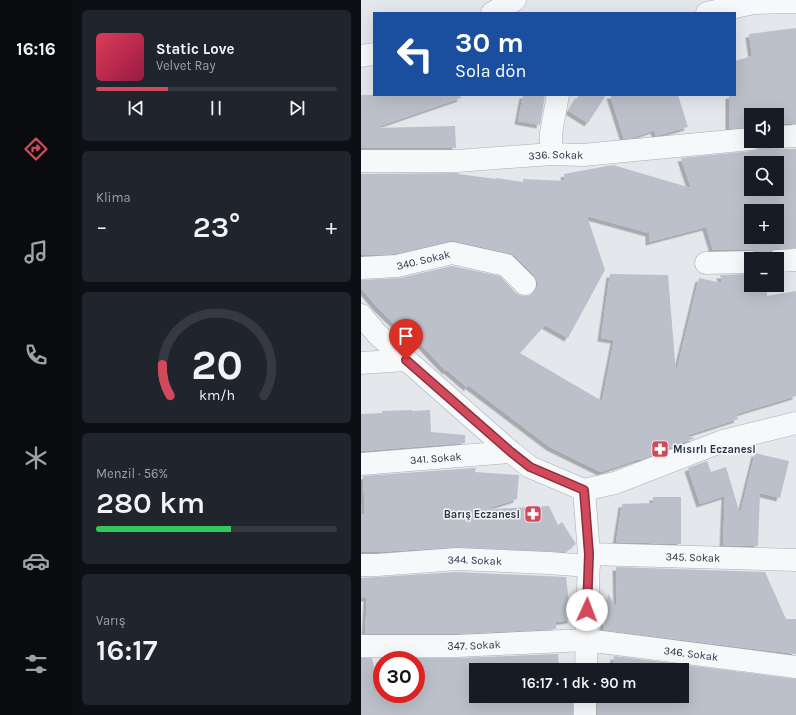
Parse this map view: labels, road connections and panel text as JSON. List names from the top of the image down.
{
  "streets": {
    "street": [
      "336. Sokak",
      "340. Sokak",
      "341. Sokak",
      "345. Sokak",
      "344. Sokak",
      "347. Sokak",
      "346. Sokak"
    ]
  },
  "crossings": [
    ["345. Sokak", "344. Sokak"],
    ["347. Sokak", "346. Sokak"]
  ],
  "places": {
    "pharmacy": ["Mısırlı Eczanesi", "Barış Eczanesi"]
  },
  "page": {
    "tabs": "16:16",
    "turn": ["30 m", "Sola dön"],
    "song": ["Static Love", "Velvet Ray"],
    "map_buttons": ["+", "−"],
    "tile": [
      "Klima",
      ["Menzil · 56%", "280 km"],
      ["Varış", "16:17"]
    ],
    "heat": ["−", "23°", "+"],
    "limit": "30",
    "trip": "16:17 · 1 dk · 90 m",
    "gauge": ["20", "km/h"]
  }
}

========================================================================

**EXERCISE DETAILS**: All lines of the material that contain the word "Sokak" should be listed.

**TASK ANSWER**:
      "336. Sokak",
      "340. Sokak",
      "341. Sokak",
      "345. Sokak",
      "344. Sokak",
      "347. Sokak",
      "346. Sokak"
    ["345. Sokak", "344. Sokak"],
    ["347. Sokak", "346. Sokak"]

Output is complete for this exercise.